• **Description of the task**
Below are entries. Copy exactly the lines running from the line that holds "M170,1277L193,1306L179,1317L156,1288Z" to the line that holds "stroke(dot, '#2c1707', 2.5);", with both ends included.

• **Data listing**
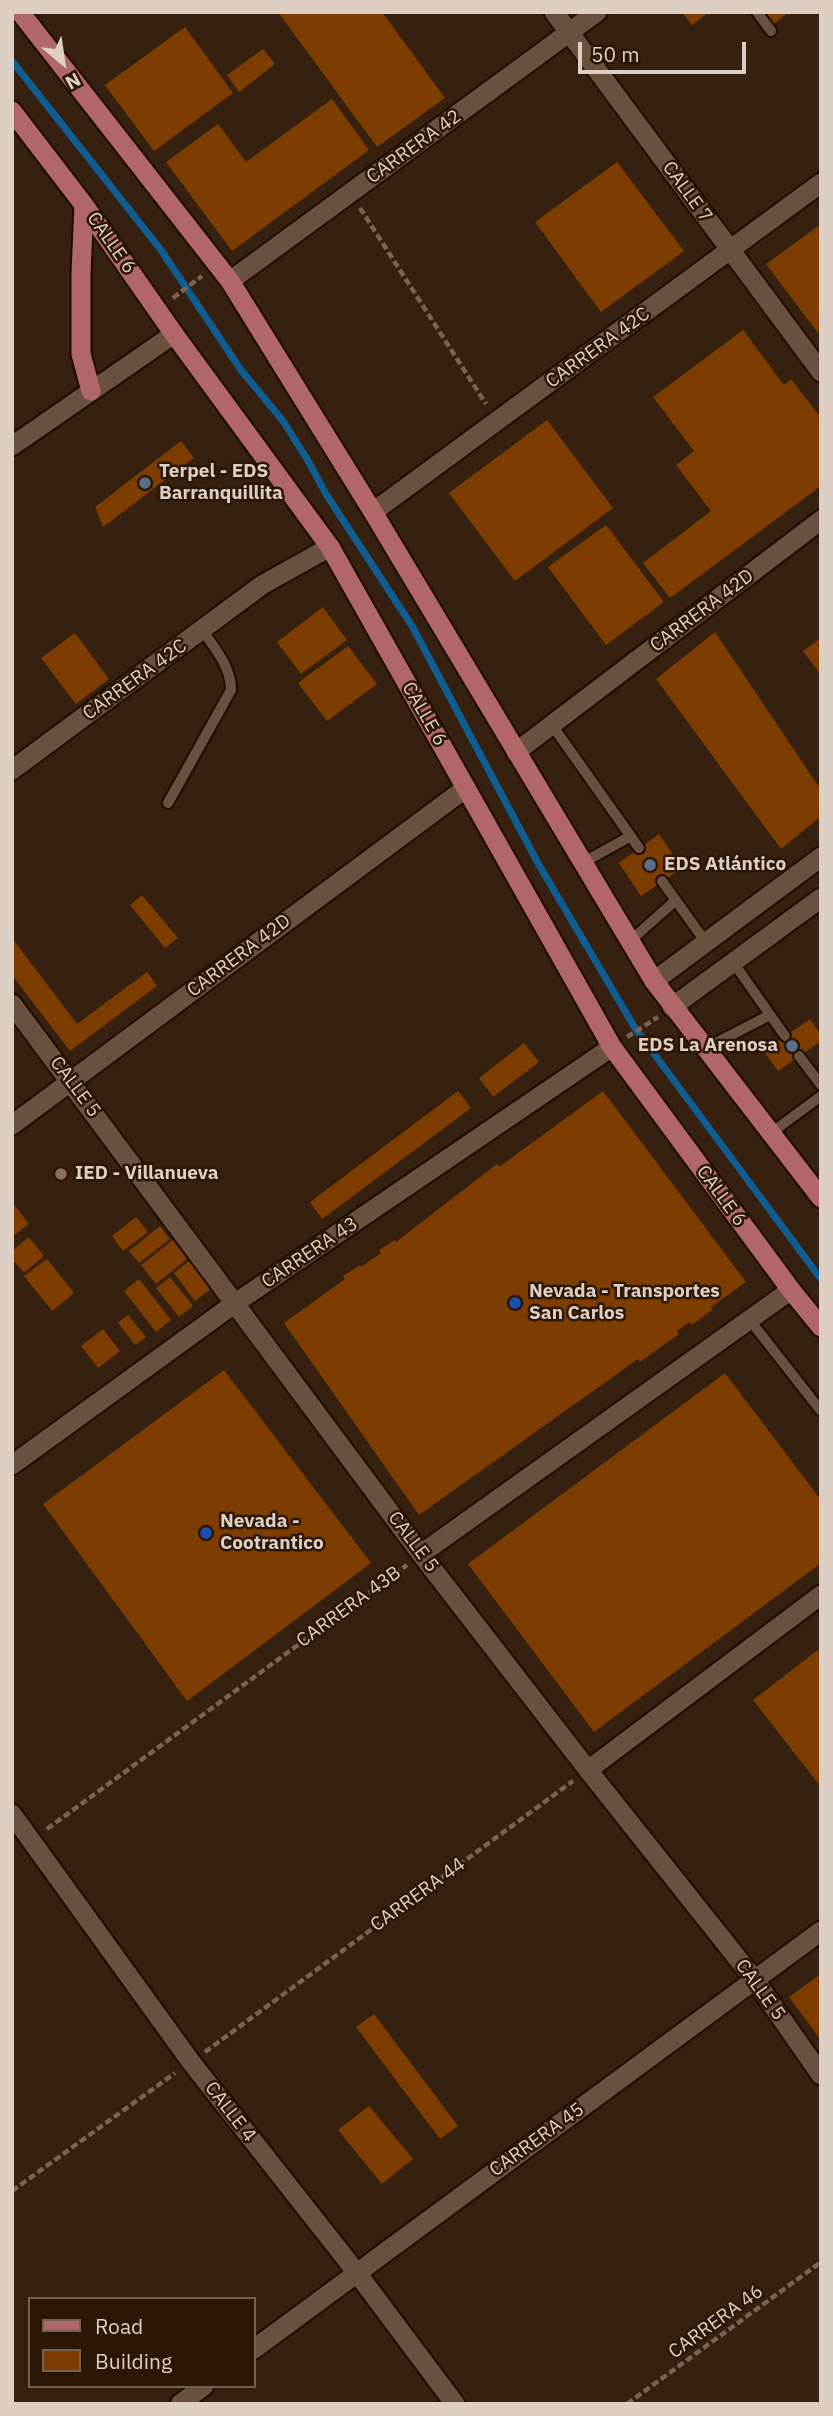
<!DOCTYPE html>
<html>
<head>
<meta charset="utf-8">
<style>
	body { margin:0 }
	#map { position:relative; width:833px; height:2416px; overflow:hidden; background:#362010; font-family:"IBM Plex Sans",sans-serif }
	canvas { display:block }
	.frame { position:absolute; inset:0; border:14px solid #decfc5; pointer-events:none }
	.legend { position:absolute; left:28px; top:2297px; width:228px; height:91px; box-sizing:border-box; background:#2c1707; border:2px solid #736153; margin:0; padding:9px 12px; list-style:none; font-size:21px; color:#decfc5 }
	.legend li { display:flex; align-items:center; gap:14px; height:35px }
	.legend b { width:35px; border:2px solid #736153 }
	.north { position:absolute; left:28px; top:28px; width:70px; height:70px; -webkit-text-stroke:5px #2c1707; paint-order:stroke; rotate:151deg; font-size:19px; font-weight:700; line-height:28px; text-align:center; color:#decfc5 }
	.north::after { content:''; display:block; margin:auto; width:24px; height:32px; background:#decfc5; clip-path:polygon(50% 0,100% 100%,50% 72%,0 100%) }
	.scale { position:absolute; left:578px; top:42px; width:168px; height:32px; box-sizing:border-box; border:4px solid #decfc5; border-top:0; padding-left:9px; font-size:21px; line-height:24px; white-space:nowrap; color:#decfc5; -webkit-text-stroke:5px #2c1707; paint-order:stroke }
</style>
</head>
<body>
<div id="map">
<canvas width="833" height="2416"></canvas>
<div class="frame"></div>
<ul class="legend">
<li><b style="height:9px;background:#b1666a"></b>Road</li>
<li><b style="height:19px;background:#7d3d00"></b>Building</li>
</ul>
<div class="north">N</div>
<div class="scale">50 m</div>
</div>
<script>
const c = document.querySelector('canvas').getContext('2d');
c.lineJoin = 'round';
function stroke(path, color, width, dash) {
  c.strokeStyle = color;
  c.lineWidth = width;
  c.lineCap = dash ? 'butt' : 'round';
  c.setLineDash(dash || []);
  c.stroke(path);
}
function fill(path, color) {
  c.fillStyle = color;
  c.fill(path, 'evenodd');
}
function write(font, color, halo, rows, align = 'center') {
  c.font = font + ' "IBM Plex Sans",sans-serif';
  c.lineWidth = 5;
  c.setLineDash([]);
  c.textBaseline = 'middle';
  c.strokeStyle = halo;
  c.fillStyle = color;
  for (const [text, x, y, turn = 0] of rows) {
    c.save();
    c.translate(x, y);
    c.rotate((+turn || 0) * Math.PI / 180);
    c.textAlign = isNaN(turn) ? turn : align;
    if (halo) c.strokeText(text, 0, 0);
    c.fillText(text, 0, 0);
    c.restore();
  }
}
stroke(new Path2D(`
	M12,61L161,250L241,370L283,421L307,459L326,494L412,626L539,865L635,1028L821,1279`), '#105d91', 7);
fill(new Path2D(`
	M278,12H382L445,98L377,147Z
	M682,12H709L692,25Z
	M763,12H789L772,25Z
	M185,27L233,93L154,151L105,85Z
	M263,49L275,64L239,92L227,75Z
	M332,99L369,150L232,251L166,162L218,124L246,162Z
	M617,162L684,251L601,312L535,222Z
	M821,224V337L766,264Z
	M743,330L784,385L791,379L821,418V486L670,598L643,563L711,511L676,465L694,451L653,397Z
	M547,420L613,508L515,581L449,493Z
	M181,441L194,458L103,527L95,507Z
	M606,525L664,602L606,645L548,567Z
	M323,607L347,640L301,674L277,642Z
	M715,632L821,790V816L781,849L656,679Z
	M75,633L109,679L76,704L41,658Z
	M821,638V675L803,651Z
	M348,646L377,684L327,721L298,683Z
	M659,834L682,868L641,896L619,863Z
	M142,895L178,938L165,948L130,905Z
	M12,938L77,1024L147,972L157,986L70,1051L12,975Z
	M810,1019L821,1035V1041L778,1071L764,1051Z
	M524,1043L539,1062L493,1097L479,1078Z
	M458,1091L471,1108L322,1219L310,1202Z
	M603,1091L746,1282L711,1307L712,1310L692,1325L690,1322L677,1331L679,1334L640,1362L638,1359L419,1515L284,1323L345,1279L343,1276L360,1265L361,1267L381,1253L379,1250L395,1240L396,1242L401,1238L497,1164L499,1167Z
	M12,1202L29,1224L12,1237Z
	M136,1217L148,1232L123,1251L112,1236Z
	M160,1226L170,1239L139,1263L129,1251Z
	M29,1237L44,1256L24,1273L12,1259V1251Z
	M173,1240L187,1259L156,1284L141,1265Z
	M47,1259L74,1293L52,1311L24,1276Z
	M189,1261L211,1289L195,1301L174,1273Z
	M170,1277L193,1306L179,1317L156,1288Z
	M139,1279L171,1320L156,1332L124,1291Z
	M128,1315L146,1337L135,1345L118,1323Z
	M103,1329L120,1351L98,1368L81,1346Z
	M224,1370L371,1563L187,1701L43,1504Z
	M725,1373L821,1500V1563L594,1732L468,1564Z
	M819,1649L821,1652V1787L753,1700Z
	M821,1974V2040L789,1997Z
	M374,2014L458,2126L440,2139L356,2027Z
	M369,2106L413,2159L382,2184L338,2130Z`), '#7d3d00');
const service = new Path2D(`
	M757,12L771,31
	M552,725L639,848
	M168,803L231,690C231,667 215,649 203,631
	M584,862L631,836
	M662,881L707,944
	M630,941L676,900
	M733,962L785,1036
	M704,1049L770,1015
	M799,1056L821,1085
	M771,1133L821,1096
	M749,1319L821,1411`);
const minor = new Path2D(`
	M554,12L821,372
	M230,281L597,12
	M12,446L174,334
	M373,512L821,183
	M516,752L821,520
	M12,770L262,585L330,547
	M12,1004L421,1554L588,1770L754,1979L821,2075
	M12,1125L466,788
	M12,1465L234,1304L612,1047
	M421,1554L791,1290
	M588,1770L821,1595
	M12,1814L191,2062L357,2273L455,2404
	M254,2349L821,1931
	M180,2404L204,2386`);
const tertiary = new Path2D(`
	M654,981L821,857
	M672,1007L821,898`);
const primary = new Path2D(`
	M20,12L230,281L373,512L654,981L821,1198
	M12,111L84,205L174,334L330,547L612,1047L791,1290L821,1327
	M84,205L81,273V354L91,391`);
stroke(service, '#1d0900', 14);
stroke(minor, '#1d0900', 23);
stroke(tertiary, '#1d0900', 23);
stroke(primary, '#1d0900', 23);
stroke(new Path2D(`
	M360,208L486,404
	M173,298L202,276
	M627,1037L658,1017
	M47,1829L407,1565
	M205,2052L573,1781
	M12,2191L175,2073
	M627,2404L821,2262`), '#786457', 4.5, [7, 3.5]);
stroke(service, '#69503f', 10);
stroke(minor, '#69503f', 19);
stroke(tertiary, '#69503f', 19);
stroke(primary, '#b1666a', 19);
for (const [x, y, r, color] of [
	[145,483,7,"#5c6f8a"],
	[650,865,7,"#5c6f8a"],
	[792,1046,7,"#5c6f8a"],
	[61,1174,7,"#8d6e63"],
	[515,1303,7,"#1a4fb4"],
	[206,1533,7,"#1a4fb4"]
]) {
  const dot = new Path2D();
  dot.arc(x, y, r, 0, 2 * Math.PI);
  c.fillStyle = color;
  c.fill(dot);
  stroke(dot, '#2c1707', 2.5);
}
write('19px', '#decfc5', '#2c1707', [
	["CARRERA 42",414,147,-36],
	["CALLE 7",687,192,54],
	["CALLE 6",111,243,55],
	["CARRERA 42C",598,348,-36],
	["CARRERA 42D",702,611,-37],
	["CARRERA 42C",135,680,-36],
	["CALLE 6",424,714,60],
	["CARRERA 42D",239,956,-37],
	["CALLE 5",75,1087,53],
	["CALLE 6",721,1196,54],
	["CARRERA 43",310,1253,-34],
	["CALLE 5",413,1542,53],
	["CARRERA 43B",349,1607,-36],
	["CARRERA 44",418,1895,-36],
	["CALLE 5",760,1990,54],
	["CALLE 4",230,2112,52],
	["CARRERA 45",537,2140,-36],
	["CARRERA 46",716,2322,-36]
]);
write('bold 19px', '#decfc5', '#2c1707', [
	["Terpel - EDS",159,472],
	["Barranquillita",159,494],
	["EDS Atlántico",664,865],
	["EDS La Arenosa",778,1046,"right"],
	["IED - Villanueva",75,1174],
	["Nevada - Transportes",529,1292],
	["San Carlos",529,1314],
	["Nevada -",220,1522],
	["Cootrantico",220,1544]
], 'left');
</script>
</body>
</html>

• **Response below**
	M170,1277L193,1306L179,1317L156,1288Z
	M139,1279L171,1320L156,1332L124,1291Z
	M128,1315L146,1337L135,1345L118,1323Z
	M103,1329L120,1351L98,1368L81,1346Z
	M224,1370L371,1563L187,1701L43,1504Z
	M725,1373L821,1500V1563L594,1732L468,1564Z
	M819,1649L821,1652V1787L753,1700Z
	M821,1974V2040L789,1997Z
	M374,2014L458,2126L440,2139L356,2027Z
	M369,2106L413,2159L382,2184L338,2130Z`), '#7d3d00');
const service = new Path2D(`
	M757,12L771,31
	M552,725L639,848
	M168,803L231,690C231,667 215,649 203,631
	M584,862L631,836
	M662,881L707,944
	M630,941L676,900
	M733,962L785,1036
	M704,1049L770,1015
	M799,1056L821,1085
	M771,1133L821,1096
	M749,1319L821,1411`);
const minor = new Path2D(`
	M554,12L821,372
	M230,281L597,12
	M12,446L174,334
	M373,512L821,183
	M516,752L821,520
	M12,770L262,585L330,547
	M12,1004L421,1554L588,1770L754,1979L821,2075
	M12,1125L466,788
	M12,1465L234,1304L612,1047
	M421,1554L791,1290
	M588,1770L821,1595
	M12,1814L191,2062L357,2273L455,2404
	M254,2349L821,1931
	M180,2404L204,2386`);
const tertiary = new Path2D(`
	M654,981L821,857
	M672,1007L821,898`);
const primary = new Path2D(`
	M20,12L230,281L373,512L654,981L821,1198
	M12,111L84,205L174,334L330,547L612,1047L791,1290L821,1327
	M84,205L81,273V354L91,391`);
stroke(service, '#1d0900', 14);
stroke(minor, '#1d0900', 23);
stroke(tertiary, '#1d0900', 23);
stroke(primary, '#1d0900', 23);
stroke(new Path2D(`
	M360,208L486,404
	M173,298L202,276
	M627,1037L658,1017
	M47,1829L407,1565
	M205,2052L573,1781
	M12,2191L175,2073
	M627,2404L821,2262`), '#786457', 4.5, [7, 3.5]);
stroke(service, '#69503f', 10);
stroke(minor, '#69503f', 19);
stroke(tertiary, '#69503f', 19);
stroke(primary, '#b1666a', 19);
for (const [x, y, r, color] of [
	[145,483,7,"#5c6f8a"],
	[650,865,7,"#5c6f8a"],
	[792,1046,7,"#5c6f8a"],
	[61,1174,7,"#8d6e63"],
	[515,1303,7,"#1a4fb4"],
	[206,1533,7,"#1a4fb4"]
]) {
  const dot = new Path2D();
  dot.arc(x, y, r, 0, 2 * Math.PI);
  c.fillStyle = color;
  c.fill(dot);
  stroke(dot, '#2c1707', 2.5);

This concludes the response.